**Task statement**
Check every line of the data below for "song". Copy each one that has it.

**Given entries**
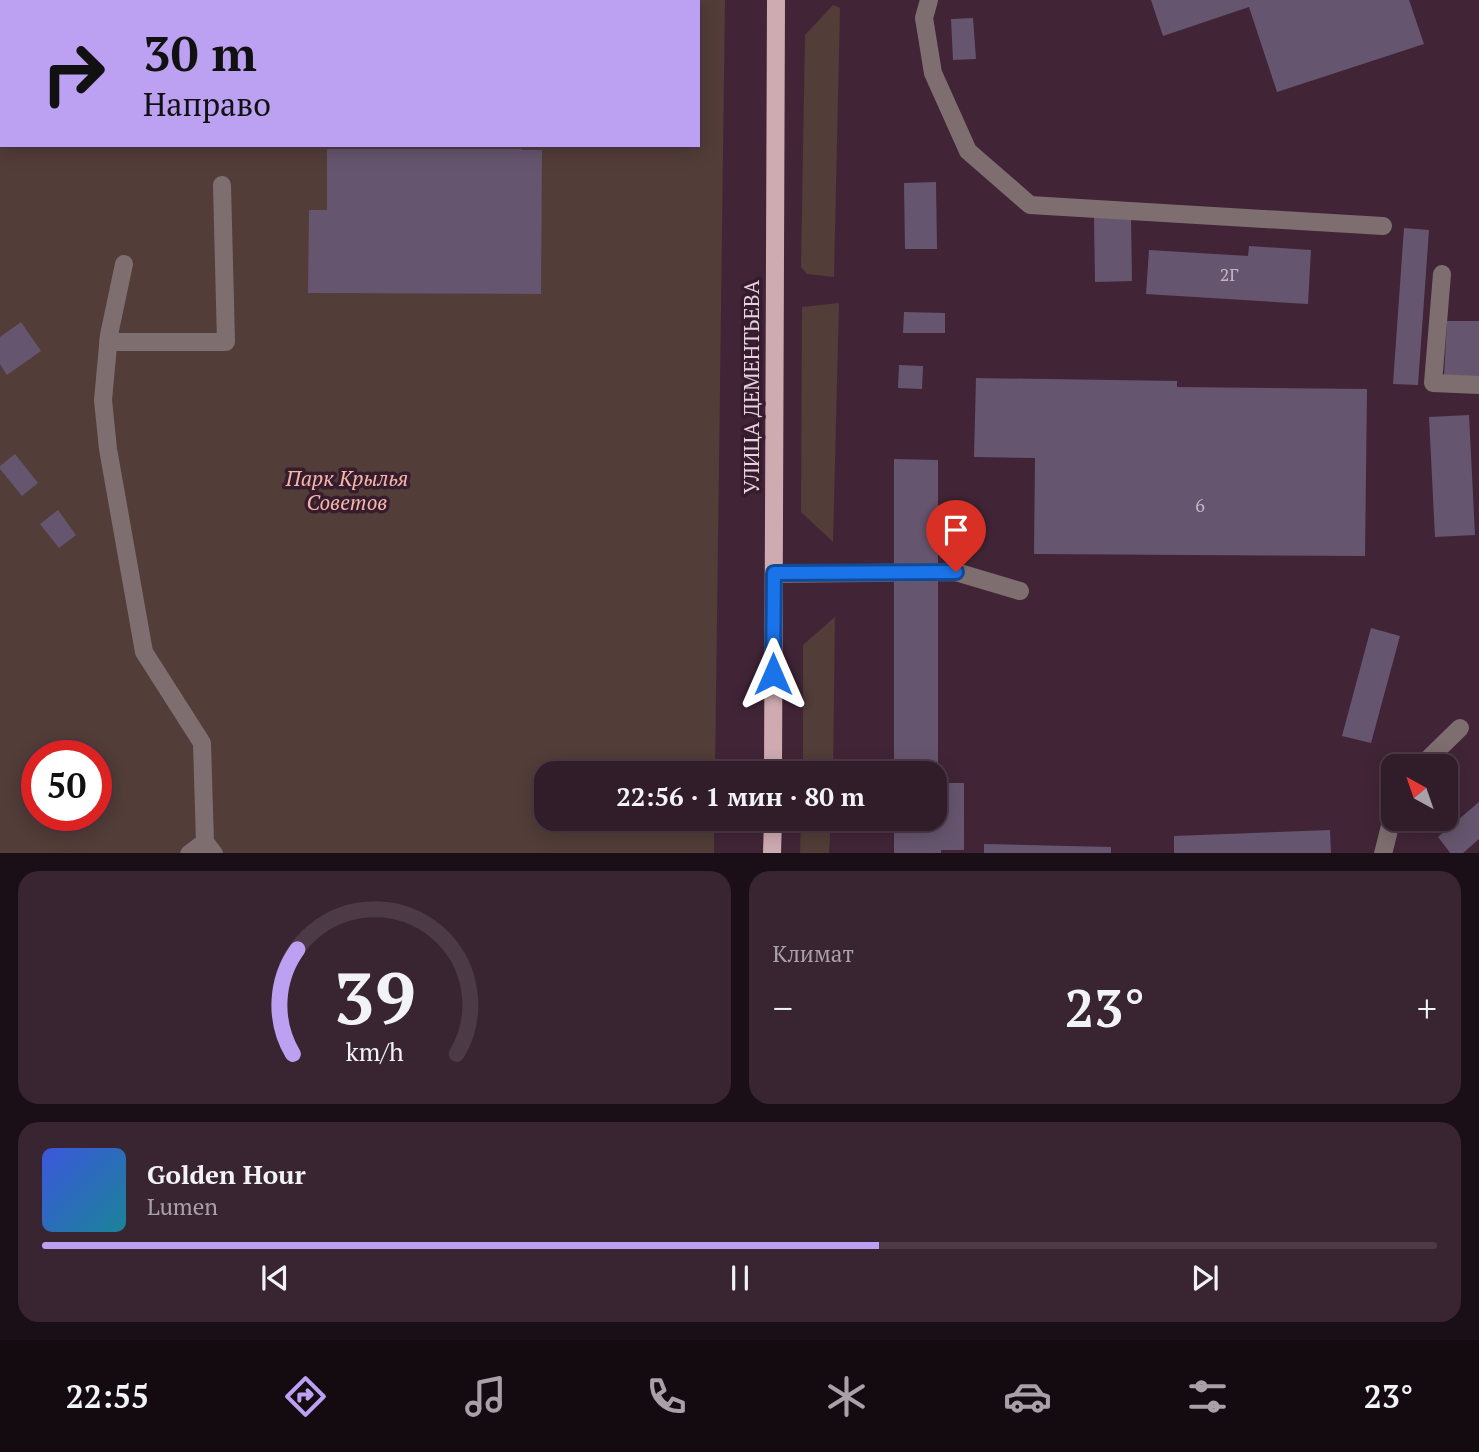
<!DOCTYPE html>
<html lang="ru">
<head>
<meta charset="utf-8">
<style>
	:root { --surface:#311c29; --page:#392531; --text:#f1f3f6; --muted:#a8a1a8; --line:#4c3a46; --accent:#bca0f2 }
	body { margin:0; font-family:"PT Serif",serif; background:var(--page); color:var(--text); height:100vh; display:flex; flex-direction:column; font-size:26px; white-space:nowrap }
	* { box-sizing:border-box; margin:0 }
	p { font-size:23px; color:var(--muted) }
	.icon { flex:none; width:38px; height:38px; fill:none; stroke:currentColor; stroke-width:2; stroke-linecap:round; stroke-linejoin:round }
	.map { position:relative; height:853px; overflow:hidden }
	.panel { display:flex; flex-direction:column; gap:18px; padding:18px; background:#1b0f17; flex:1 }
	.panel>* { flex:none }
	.guide { position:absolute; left:0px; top:0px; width:700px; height:147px; box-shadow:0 4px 18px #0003,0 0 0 2px var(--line); background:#bca0f2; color:#111; overflow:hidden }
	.needle { width:46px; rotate:320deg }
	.buttons { position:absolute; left:1381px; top:754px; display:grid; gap:14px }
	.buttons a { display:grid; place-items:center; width:77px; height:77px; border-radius:14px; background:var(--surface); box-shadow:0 4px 18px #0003,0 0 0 2px var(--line); font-size:35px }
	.speed { position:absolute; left:21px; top:740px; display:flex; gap:14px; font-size:35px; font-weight:700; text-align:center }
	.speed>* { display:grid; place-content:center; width:91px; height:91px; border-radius:50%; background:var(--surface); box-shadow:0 4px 18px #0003,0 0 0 2px var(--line); line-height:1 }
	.speed .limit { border:10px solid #d22; background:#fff; color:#111 }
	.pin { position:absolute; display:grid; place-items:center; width:60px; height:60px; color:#fff; margin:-72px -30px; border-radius:50% 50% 50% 0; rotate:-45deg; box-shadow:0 0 7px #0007 }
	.pin .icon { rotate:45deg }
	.me { position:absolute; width:77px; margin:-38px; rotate:0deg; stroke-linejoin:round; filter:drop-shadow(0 0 5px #0008) }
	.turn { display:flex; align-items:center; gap:24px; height:147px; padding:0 28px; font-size:32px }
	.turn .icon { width:91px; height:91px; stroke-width:2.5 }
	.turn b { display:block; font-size:49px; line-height:60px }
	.big { font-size:52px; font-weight:800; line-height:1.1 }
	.panel .card { flex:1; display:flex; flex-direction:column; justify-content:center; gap:10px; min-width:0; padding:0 24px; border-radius:21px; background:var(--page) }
	.panel .dial { align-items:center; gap:0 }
	.dial svg { height:182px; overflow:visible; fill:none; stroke:var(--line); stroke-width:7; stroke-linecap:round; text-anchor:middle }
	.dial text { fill:var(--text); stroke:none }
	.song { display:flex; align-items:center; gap:21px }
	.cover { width:84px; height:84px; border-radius:10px; background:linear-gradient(135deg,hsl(230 70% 55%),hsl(190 70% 35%)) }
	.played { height:7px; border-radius:4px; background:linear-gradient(90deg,var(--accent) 60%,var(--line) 60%) }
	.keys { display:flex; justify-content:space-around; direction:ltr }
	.heat { display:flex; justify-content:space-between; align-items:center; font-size:38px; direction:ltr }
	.panel .tiles { flex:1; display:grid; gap:18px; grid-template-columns:1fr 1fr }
	.card:last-child { grid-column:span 2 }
	.trip { position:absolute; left:534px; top:761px; width:413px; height:70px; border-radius:21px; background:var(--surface); box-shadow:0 4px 18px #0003,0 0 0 2px var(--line); font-weight:800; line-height:70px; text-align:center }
	.tab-bar { display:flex; height:112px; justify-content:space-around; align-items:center; background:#140b10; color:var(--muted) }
	.tab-bar .icon { width:49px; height:49px }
	.tab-bar .selected { color:var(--accent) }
	.tab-bar b { font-size:32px; color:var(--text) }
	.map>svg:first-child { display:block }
</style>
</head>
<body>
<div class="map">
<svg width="1479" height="854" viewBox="0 0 1479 854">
	<rect width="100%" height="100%" fill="#412537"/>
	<path fill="#523d38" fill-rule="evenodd" d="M0,0h725l-10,773 -169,1v45h168v34h-714zM2,2h696v143h-696zM37,756h59v60h-59z
		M833,5l7,3 -6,269 -27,-3 -6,-7 4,-232z
		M839,303l-6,239 -32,-30 1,-205z
		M835,617l-2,156h-22l-8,-6v-122z
		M801,819h30l-2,34h-29z"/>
	<path fill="#66556e" d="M1151,0h258l15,44 -147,48 -28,-85 -86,29z
		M973,18l3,41 -23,1 -2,-41z
		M327,145h195v5h20l-1,144 -233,-1 1,-83h18z
		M936,182l1,67h-32l-1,-66z
		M1094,216h37l1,65 -37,1z
		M1404,228l25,2 -11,155 -25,-1z
		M1249,246l62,4 -3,54 -162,-10 3,-44 99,6z
		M904,312l41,1v20h-42z
		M1447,321h32v56l-35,-1z
		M21,322l20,29 -34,24 -7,-11v-27z
		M899,365l24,1 -1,23 -24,-1z
		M976,378l201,3v6l190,2 -2,167 -331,-2 1,-96 -61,-1z
		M1469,415l6,120 -40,2 -6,-120z
		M15,454l23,29 -16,13 -22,-27v-3z
		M894,459l44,1v323h26v67h-23v4h-47v-35h40v-45h-40z
		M58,510l18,25 -17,13 -19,-24z
		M1371,628l29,8 -29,107 -29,-7z
		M1479,802v37l-17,15h-11l-13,-17z
		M1330,830l1,24h-157v-18z
		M984,844l127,3v7h-127z"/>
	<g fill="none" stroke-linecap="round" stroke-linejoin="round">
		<path stroke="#7f6e70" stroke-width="18" d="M929,0l-5,18 9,55 35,78 62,54 353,21
			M124,264l-15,71 -6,65 5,49 36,203 58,91 3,99
			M1442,274l-9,109 46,2
			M108,342h118l-4,-157
			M774,574l182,-2 64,19
			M1421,766l39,-38
			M189,854l16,-12 9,12
			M1383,854l10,-40"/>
		<path stroke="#ceabb0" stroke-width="18" d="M773,774l3,-774
			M772,854l1,-35"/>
	</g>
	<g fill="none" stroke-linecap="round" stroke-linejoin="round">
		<g stroke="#114b97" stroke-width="18">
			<path id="route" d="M773,674l1,-101 182,-1"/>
		</g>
		<use href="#route" stroke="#1a73e8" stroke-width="12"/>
	</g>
	<g text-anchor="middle" stroke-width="7" stroke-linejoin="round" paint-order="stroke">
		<g font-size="18" fill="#c6b4c2">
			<text x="1229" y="281">2Г</text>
			<text x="1200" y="512">6</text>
		</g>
		<g font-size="21" fill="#e6d3de" stroke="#361c2d">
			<text transform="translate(752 387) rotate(-90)" y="7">УЛИЦА ДЕМЕНТЬЕВА</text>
		</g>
		<g font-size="21" font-style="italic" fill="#f5b8a8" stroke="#361c2d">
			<text x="347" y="486">Парк Крылья<tspan x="347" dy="24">Советов</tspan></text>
		</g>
	</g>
</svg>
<div class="buttons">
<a><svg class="needle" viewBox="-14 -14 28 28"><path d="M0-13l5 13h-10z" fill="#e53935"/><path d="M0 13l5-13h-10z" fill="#a8a1a8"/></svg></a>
</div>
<div class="speed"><div class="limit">50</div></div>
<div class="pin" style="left:956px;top:572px;background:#d93025"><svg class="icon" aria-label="arrive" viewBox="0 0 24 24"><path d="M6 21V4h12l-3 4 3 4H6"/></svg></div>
<svg class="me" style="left:773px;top:674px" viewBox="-20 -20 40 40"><path d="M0-17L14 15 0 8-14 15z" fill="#1a73e8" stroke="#fff" stroke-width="4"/></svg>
<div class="trip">22:56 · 1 мин · 80 m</div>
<div class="guide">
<div class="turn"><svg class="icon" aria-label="right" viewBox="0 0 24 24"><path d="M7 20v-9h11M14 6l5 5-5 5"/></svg><div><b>30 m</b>Направо</div></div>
</div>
</div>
<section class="panel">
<div class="tiles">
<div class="card dial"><svg viewBox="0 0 100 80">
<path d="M14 69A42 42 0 1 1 86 69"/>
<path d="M14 69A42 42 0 0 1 16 23" stroke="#bca0f2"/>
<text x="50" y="56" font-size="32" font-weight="700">39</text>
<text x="50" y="72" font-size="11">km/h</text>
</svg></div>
<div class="card"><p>Климат</p>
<div class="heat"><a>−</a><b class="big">23°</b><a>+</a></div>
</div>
<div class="card">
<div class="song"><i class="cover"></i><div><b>Golden Hour</b><p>Lumen</p></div></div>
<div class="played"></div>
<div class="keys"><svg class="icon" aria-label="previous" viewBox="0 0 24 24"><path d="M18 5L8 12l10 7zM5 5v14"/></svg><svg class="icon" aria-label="pause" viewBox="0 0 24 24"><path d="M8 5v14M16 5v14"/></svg><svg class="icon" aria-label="next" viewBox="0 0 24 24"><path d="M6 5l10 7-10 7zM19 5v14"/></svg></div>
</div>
</div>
</section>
<nav class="tab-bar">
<b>22:55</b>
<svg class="icon selected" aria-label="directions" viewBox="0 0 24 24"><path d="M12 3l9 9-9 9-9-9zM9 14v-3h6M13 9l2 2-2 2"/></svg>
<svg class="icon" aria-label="music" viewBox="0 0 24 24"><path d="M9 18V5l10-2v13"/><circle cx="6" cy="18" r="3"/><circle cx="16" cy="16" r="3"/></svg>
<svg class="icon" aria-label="phone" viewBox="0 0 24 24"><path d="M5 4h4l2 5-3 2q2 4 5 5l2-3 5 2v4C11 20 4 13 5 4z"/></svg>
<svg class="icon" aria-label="climate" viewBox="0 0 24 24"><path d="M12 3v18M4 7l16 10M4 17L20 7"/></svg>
<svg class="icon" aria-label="car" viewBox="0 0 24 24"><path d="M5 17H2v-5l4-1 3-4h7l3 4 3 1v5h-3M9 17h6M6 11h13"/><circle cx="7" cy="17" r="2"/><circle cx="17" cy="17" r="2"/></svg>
<svg class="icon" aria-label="filters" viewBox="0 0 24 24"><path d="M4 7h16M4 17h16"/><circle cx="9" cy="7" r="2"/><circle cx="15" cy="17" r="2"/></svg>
<b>23°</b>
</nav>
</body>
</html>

**Task answer**
	.song { display:flex; align-items:center; gap:21px }
<div class="song"><i class="cover"></i><div><b>Golden Hour</b><p>Lumen</p></div></div>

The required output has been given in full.